Biodiversity and the natural environment

7.12 The town boasts a European designated Special Area of Conservation (SAC) at Hastings Cliffs, 3 nationally designated Sites of Special Scientific Interest (SSSI) at Combe Haven Valley, Marline Valley and Hastings Cliffs to Pett Beach, 7 Local Nature Reserves (LNR) and 25 Local Wildlife Sites. These are the priority natural areas, and together with the coast, rivers, woods, streams, fields, parks and open spaces, are the assets that make up the natural fabric of the town.

7.13 We have a responsibility to ensure biodiversity is not lost and that the green infrastructure network is protected from development and, where possible, strengthened to provide the widest range of linked environmental and social benefits for the town, its wildlife and its citizens. In line with Government policy, we will move from net biodiversity loss to net gain, by supporting healthy, functioning ecosystems and coherent ecological networks.

7.14 All the wildlife sites and key open spaces in the town support a healthy functioning ecosystem that contributes to a better quality of life and to people’s sense of well-being. It is important this ecosystem is protected from development and where possible, strengthened as part of the wider green infrastructure network.

7.15 The Hastings Local Biodiversity Action Plan (BAP) identifies all of the town’s national priority habitats, including a description of the habitat and its location along with national targets and objectives relating to the habitat. The BAP shows that the majority of areas of high biodiversity importance in the town occur in the designated sites mentioned above.
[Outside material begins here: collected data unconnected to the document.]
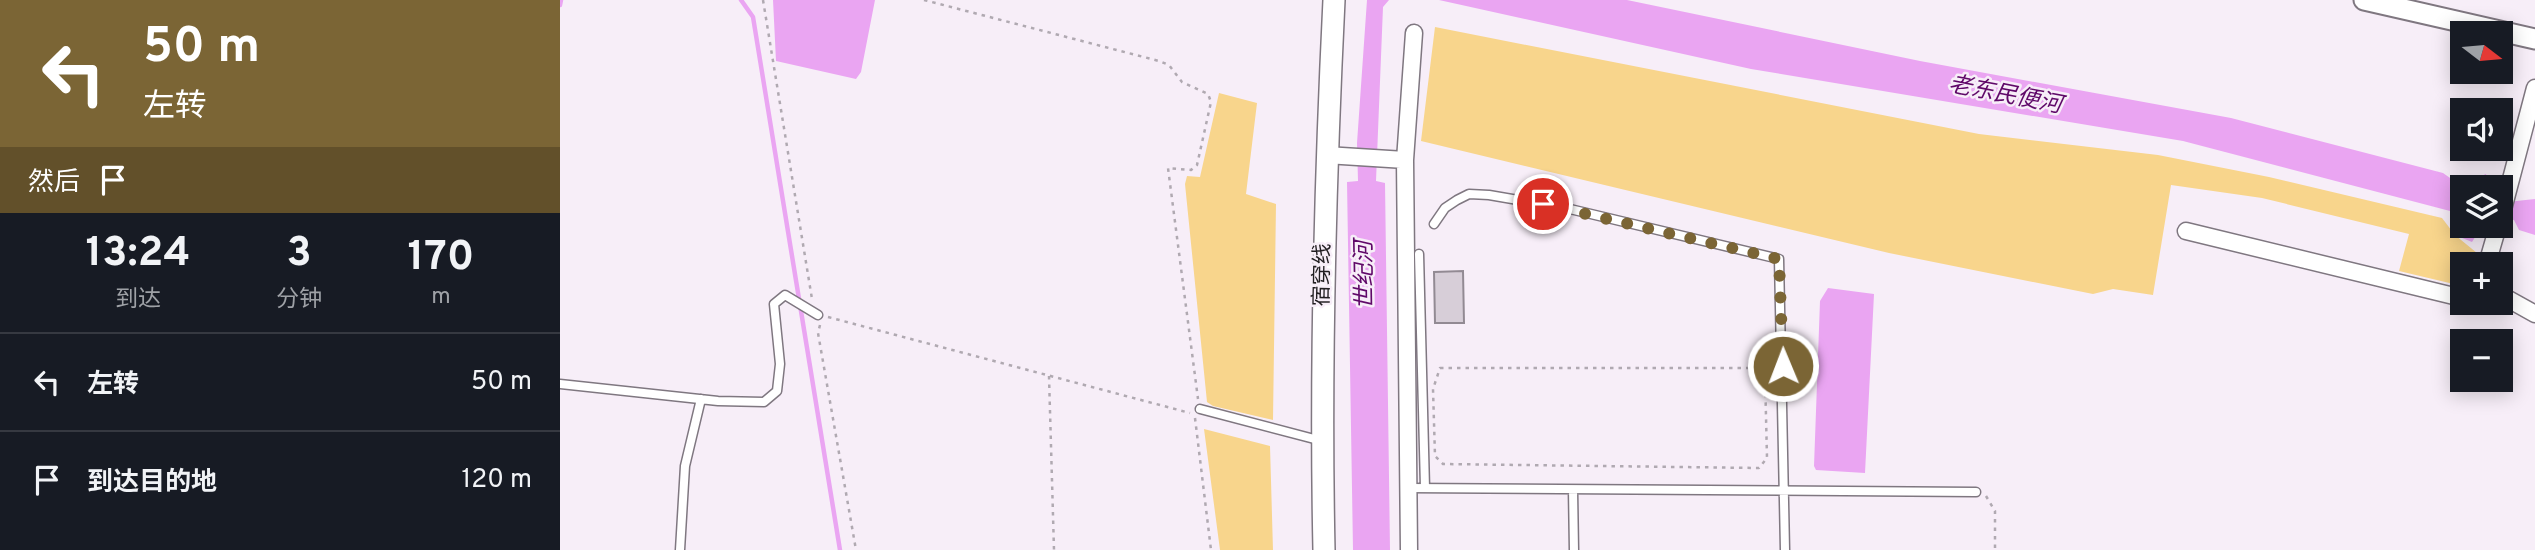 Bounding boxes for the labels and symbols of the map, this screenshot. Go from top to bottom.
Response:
north arrow [2450,21,2513,84]
water label: 老东民便河 [1946,71,2068,122]
pin [1513,174,1573,234]
water label: 世纪河 [1351,236,1381,310]
street label: 宿穿线 [1309,243,1337,307]
position arrow [1746,329,1820,403]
The Council’s BAP strategy is to enhance biodiversity by focusing on the management and protection of this green network of designated sites, which are in themselves ecologically diverse and contain priority species and habitats.
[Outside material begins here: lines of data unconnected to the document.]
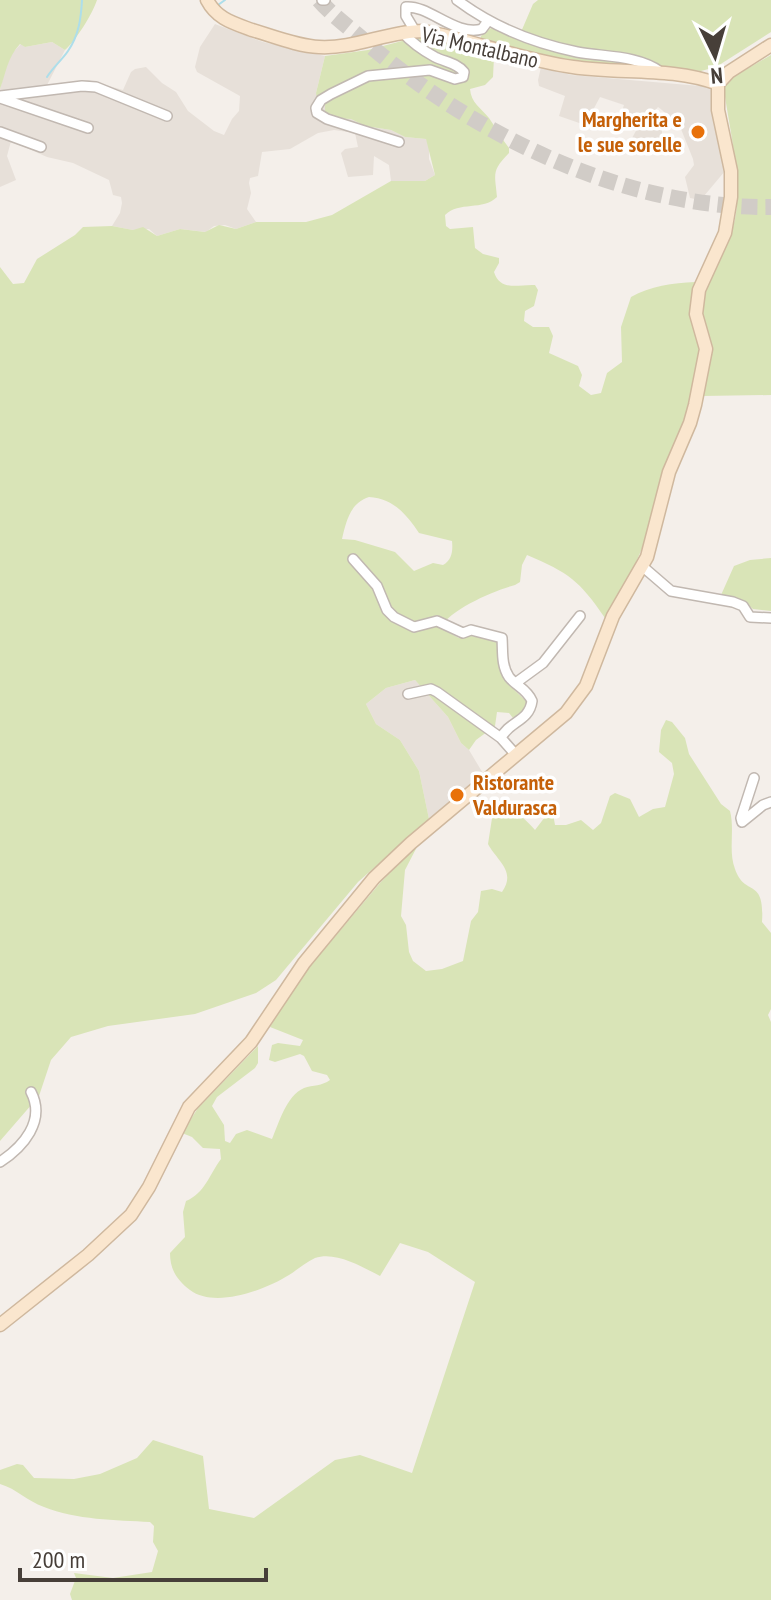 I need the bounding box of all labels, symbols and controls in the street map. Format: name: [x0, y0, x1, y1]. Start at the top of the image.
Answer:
north arrow: [675, 16, 755, 96]
street label: Via Montalbano: [418, 20, 541, 74]
text: N: [710, 61, 724, 90]
place label: Margherita e le sue sorelle: [578, 105, 682, 158]
marker: Margherita e le sue sorelle: [689, 123, 707, 141]
place label: Ristorante Valdurasca: [472, 768, 557, 821]
marker: Ristorante Valdurasca: [448, 786, 466, 804]
scale bar: [20, 1532, 266, 1582]
text: 200 m: [32, 1544, 85, 1575] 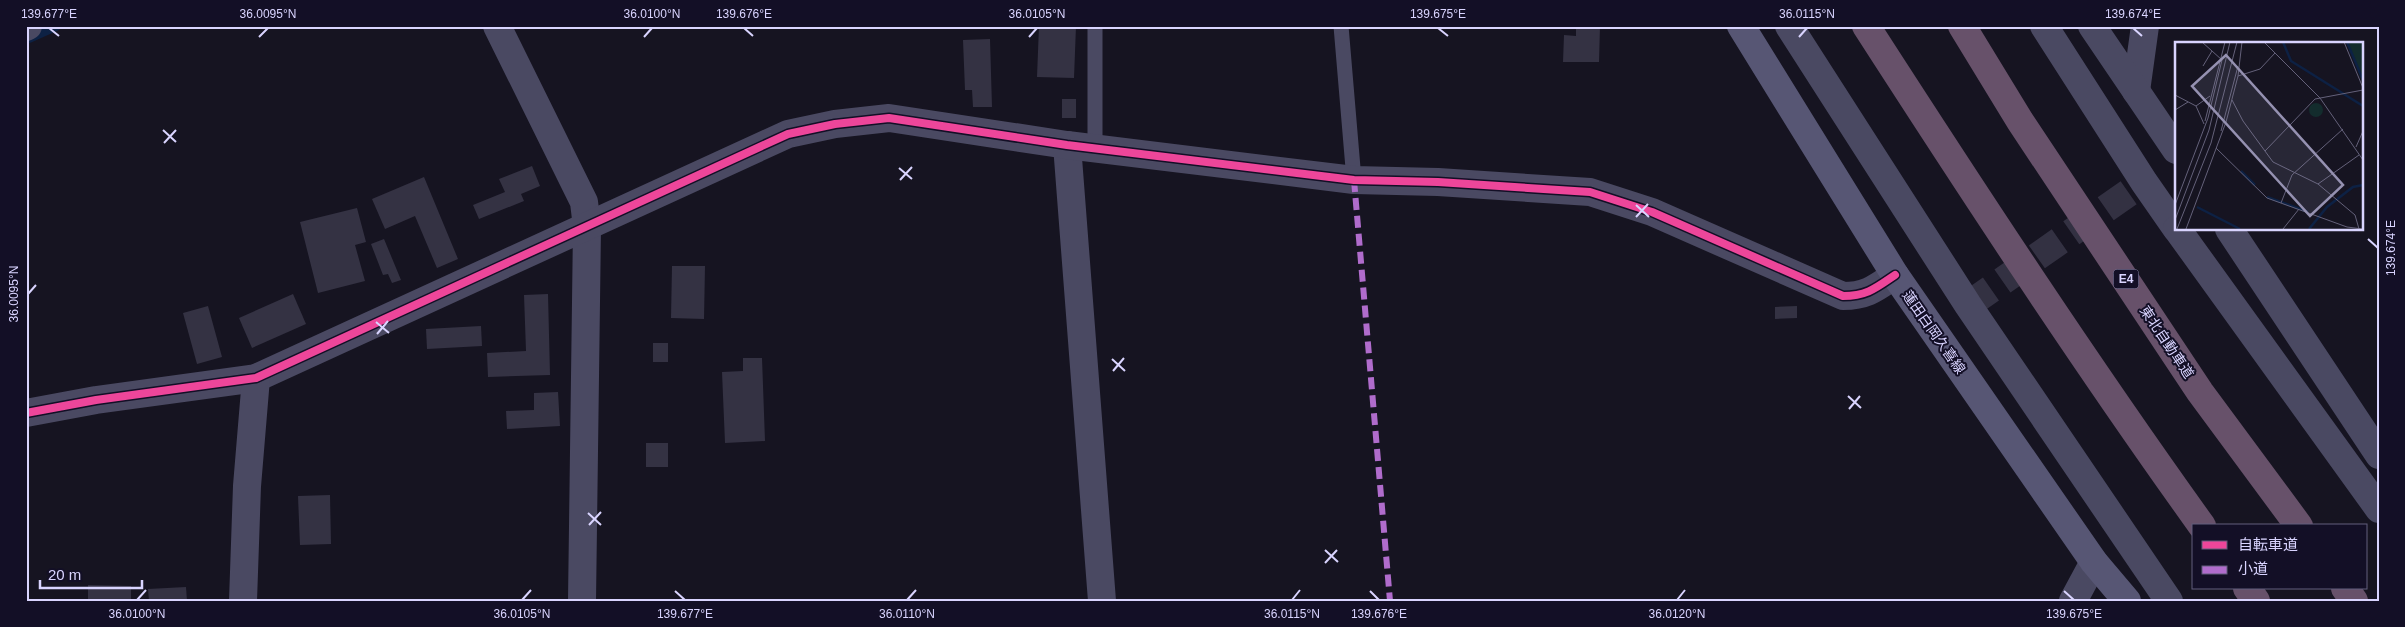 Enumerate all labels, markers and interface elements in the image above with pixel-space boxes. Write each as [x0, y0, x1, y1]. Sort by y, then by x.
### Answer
text: 139.677°E [21, 7, 77, 21]
text: 36.0095°N [240, 7, 296, 21]
text: 36.0100°N [624, 7, 680, 21]
text: 139.676°E [716, 7, 772, 21]
text: 36.0105°N [1009, 7, 1065, 21]
text: 139.675°E [1410, 7, 1466, 21]
text: 36.0115°N [1779, 7, 1835, 21]
text: 139.674°E [2105, 7, 2161, 21]
inset map [2175, 42, 2362, 230]
text: 139.674°E [2384, 220, 2398, 276]
text: 36.0095°N [7, 266, 21, 322]
road number: E4 [2114, 270, 2138, 288]
street label: 蓮田白岡久喜線 [1899, 287, 1969, 377]
street label: 東北自動車道 [2137, 303, 2197, 381]
legend [2192, 524, 2368, 590]
text: 自転車道 [2238, 536, 2298, 553]
scale bar [40, 557, 142, 589]
text: 小道 [2238, 560, 2268, 577]
text: 20 m [48, 566, 81, 583]
text: 36.0100°N [109, 607, 165, 621]
text: 36.0105°N [494, 607, 550, 621]
text: 139.677°E [657, 607, 713, 621]
text: 36.0110°N [879, 607, 935, 621]
text: 36.0115°N [1264, 607, 1320, 621]
text: 139.676°E [1351, 607, 1407, 621]
text: 36.0120°N [1649, 607, 1705, 621]
text: 139.675°E [2046, 607, 2102, 621]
7.16 Biodiversity Opportunity Areas (BOAs) have been identified by Sussex Biodiversity Partnership at Combe Haven and Marline Valley, Hastings Fringe and Romney Marsh (includes Hastings Country Park). These are part of a Sussex wide network of BOAs and identify where the greatest opportunities for habitat creation and restoration lie.

7.17 Further information on these BOAs is available from the Sussex Biodiversity Partnership website at www.biodiversitysussex.org/publications/biodiversity-opportunity-areas

(2)POLICY EN3: Nature Conservation and Improvement of Biodiversity

The town’s biodiversity and geological resources will be protected and enhanced. Priority will be given to:

  1. protecting, managing and enhancing the Hastings Cliffs Special Area of Conservation, and other protected biodiversity and geodiversity sites and features including Sites of Special Scientific Interest, Local Nature Reserves and Local Wildlife Sites around the town

  2. ensuring development contribute to the national objective of no net loss of biodiversity by requiring developers to show how their proposals will contribute positively to the natural environment, avoid harm to biodiversity, adequately mitigate for unavoidable damage, or as a last resort, compensate for unavoidable damage.
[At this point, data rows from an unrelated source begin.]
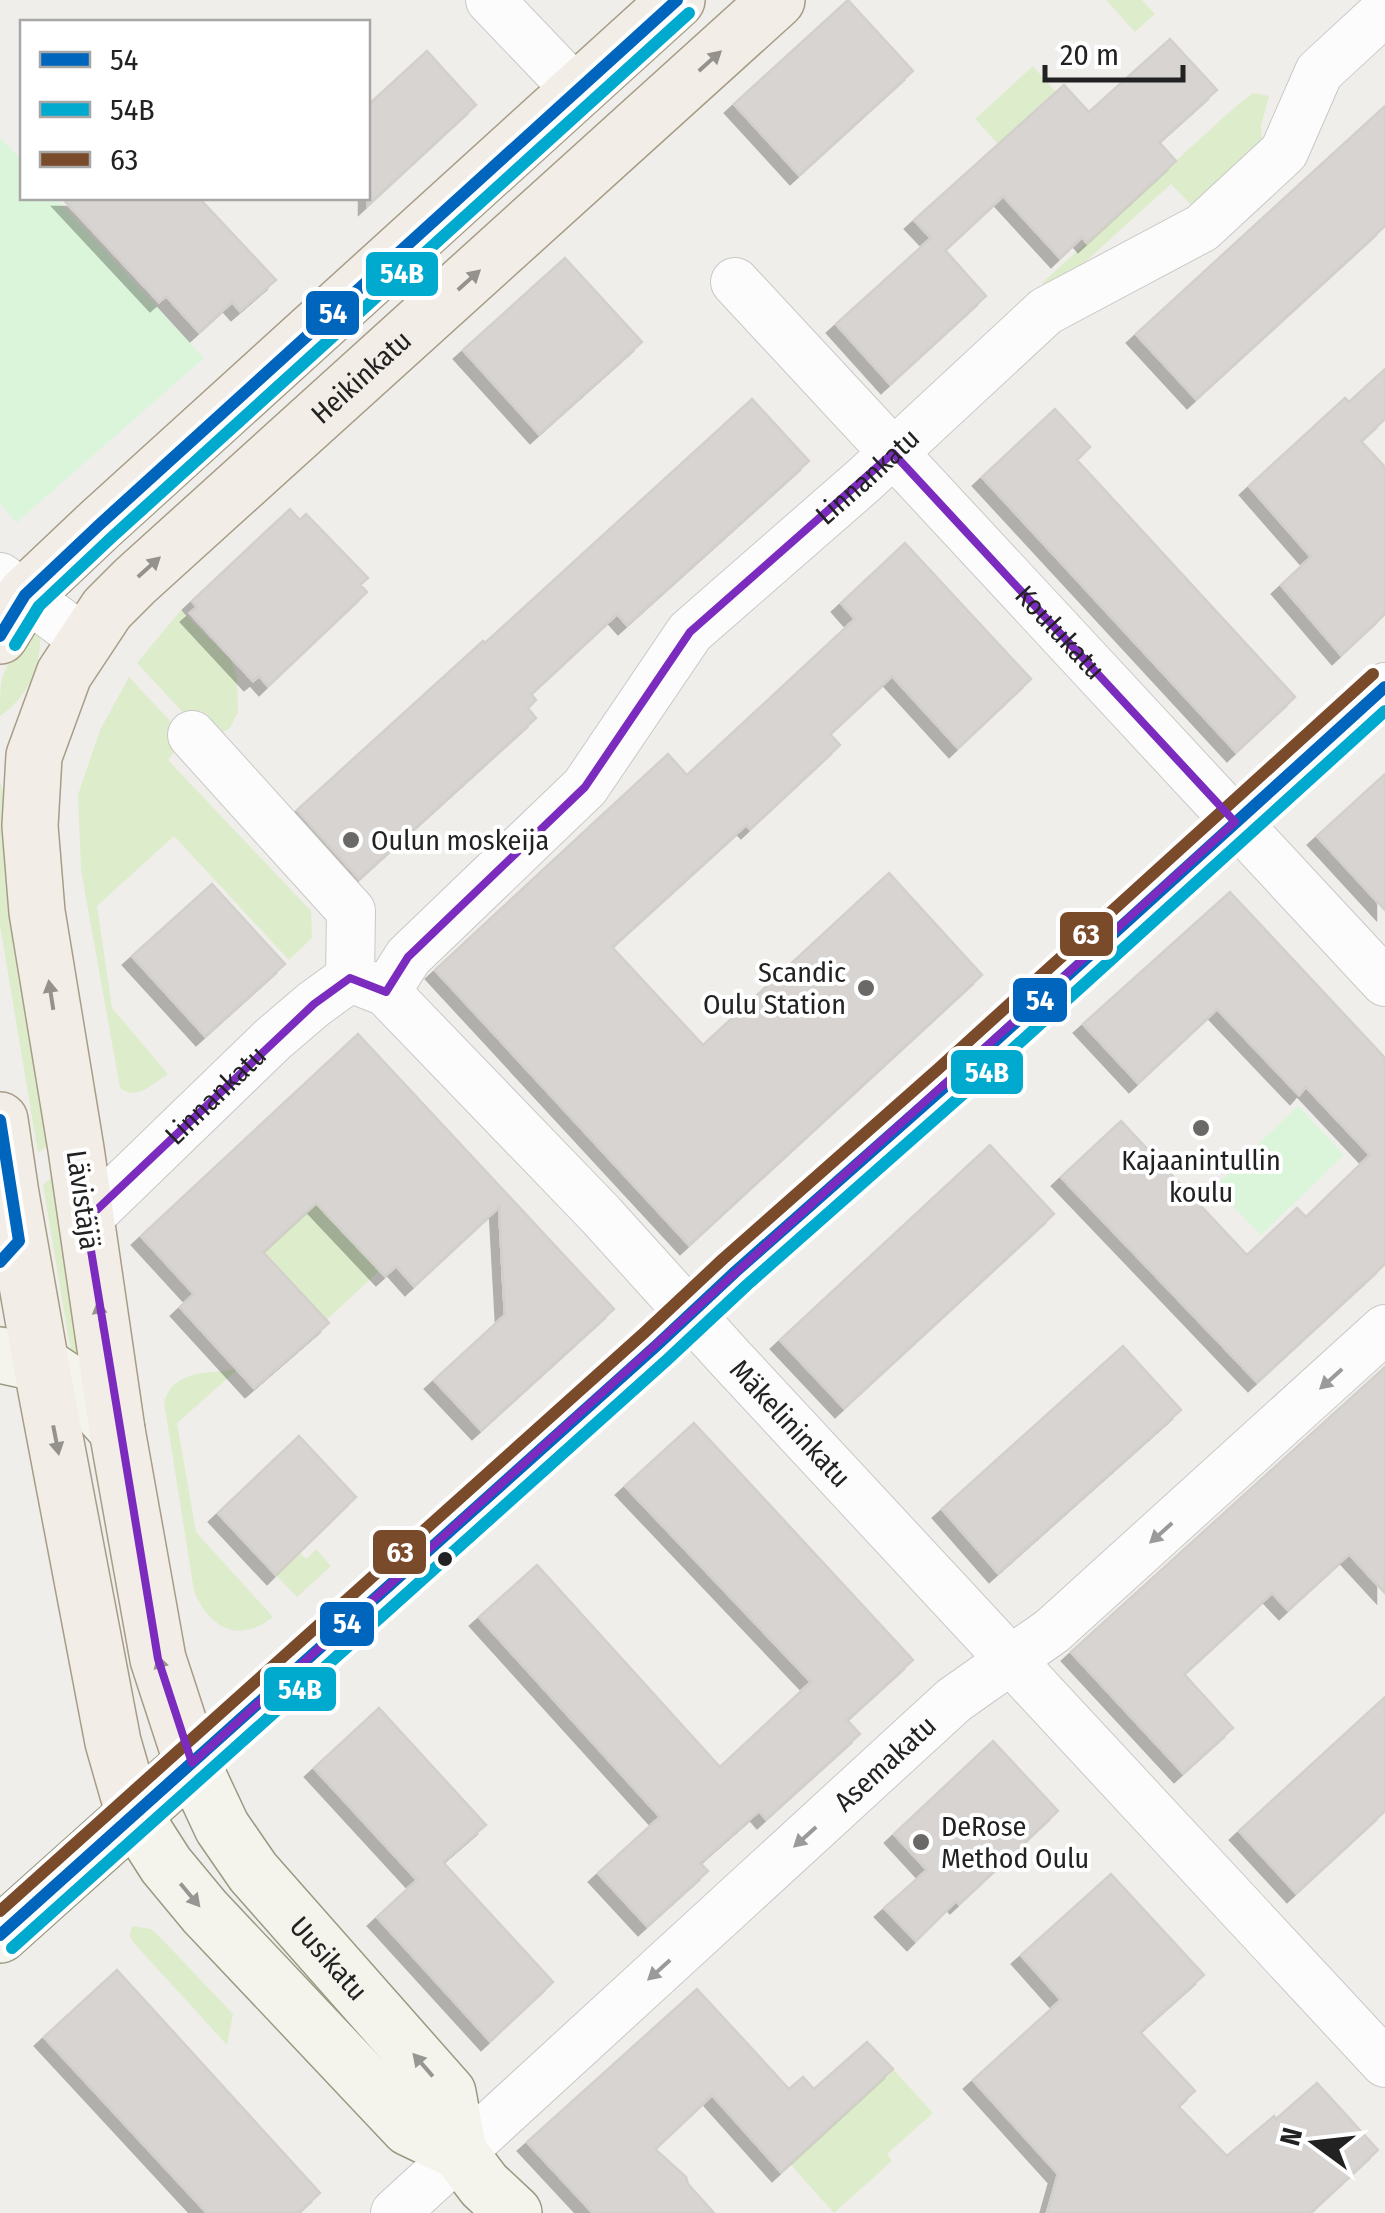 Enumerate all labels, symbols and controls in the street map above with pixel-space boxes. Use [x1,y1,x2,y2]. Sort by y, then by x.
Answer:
legend [20,20,370,200]
scale bar [1045,20,1182,82]
text: 20 m [1060,37,1119,73]
text: 54 [110,42,138,78]
one-way arrow [697,50,721,73]
text: 54B [110,92,155,128]
text: 63 [110,142,138,178]
line badge: 54B [364,250,440,298]
text: 54B [380,257,424,290]
one-way arrow [456,269,481,291]
line badge: 54 [304,289,361,337]
text: 54 [319,297,347,330]
street label: Heikinkatu [304,323,417,430]
street label: Linnankatu [809,421,926,531]
one-way arrow [136,557,161,579]
street label: Koulukatu [1009,579,1112,686]
place label: Oulun moskeija [371,824,549,857]
marker: Oulun moskeija [340,829,362,851]
line badge: 63 [1058,910,1115,958]
text: 63 [1072,918,1100,951]
place label: Scandic Oulu Station [703,956,846,1021]
line badge: 54 [1011,976,1069,1024]
marker: Scandic Oulu Station [855,977,877,999]
one-way arrow [43,979,58,1010]
text: 54 [1026,984,1054,1017]
street label: Linnankatu [158,1039,273,1151]
line badge: 54B [949,1048,1025,1096]
text: 54B [965,1056,1009,1089]
marker: Kajaanintullin koulu [1190,1117,1212,1139]
place label: Kajaanintullin koulu [1121,1144,1281,1209]
street label: Lävistäjä [60,1148,106,1252]
one-way arrow [92,1300,108,1331]
street label: Mäkelininkatu [724,1353,858,1494]
one-way arrow [1319,1367,1344,1389]
one-way arrow [48,1425,64,1456]
one-way arrow [1149,1521,1174,1543]
line badge: 63 [371,1528,428,1576]
text: 63 [386,1536,414,1569]
unlabelled marker [435,1549,455,1569]
line badge: 54 [318,1600,376,1648]
text: 54 [333,1607,361,1640]
one-way arrow [154,1655,169,1685]
line badge: 54B [262,1665,338,1713]
text: 54B [278,1673,322,1706]
street label: Asemakatu [827,1709,943,1818]
place label: DeRose Method Oulu [941,1810,1089,1875]
one-way arrow [793,1825,817,1848]
marker: DeRose Method Oulu [910,1831,932,1853]
one-way arrow [179,1882,200,1907]
street label: Uusikatu [283,1910,375,2007]
one-way arrow [647,1958,672,1980]
one-way arrow [413,2053,435,2078]
north arrow [1265,2093,1365,2193]
text: N [1273,2124,1309,2149]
  3. ensuring proposals for development comply with national and local planning policies relating to biodiversity, and with national Standing Advice published by Natural England.

  4. improving the integrity and biodiversity of the green infrastructure network,

  5. minimising potential negative impacts of new development on the Hastings Cliffs Special Area of Conservation through the delivery of new greenspace across the Borough and through appropriate recreation management of Hastings Country Park and other key natural green spaces around the town

  6. meet our obligations to halting the loss of biodiversity and work with our partners to create opportunities for enhancing biodiversity both in and outside the town

  7. protecting woodland, particularly ancient woodland and veteran trees

  8. strengthening populations of protected and target species

  9. improving site management and increasing public access to areas of nature conservation importance

  10. influencing and applying agri-environment schemes, woodland grant schemes, flood defence and other land management practices to deliver biodiversity targets

Potential adverse effects on the Hastings Cliffs Special Area of Conservation arising from levels of new development set out in the Planning Strategy will be mitigated through improvements to the existing Broomgrove Local Wildlife Site, Combe Valley Countryside Park and the green spaces network as a whole.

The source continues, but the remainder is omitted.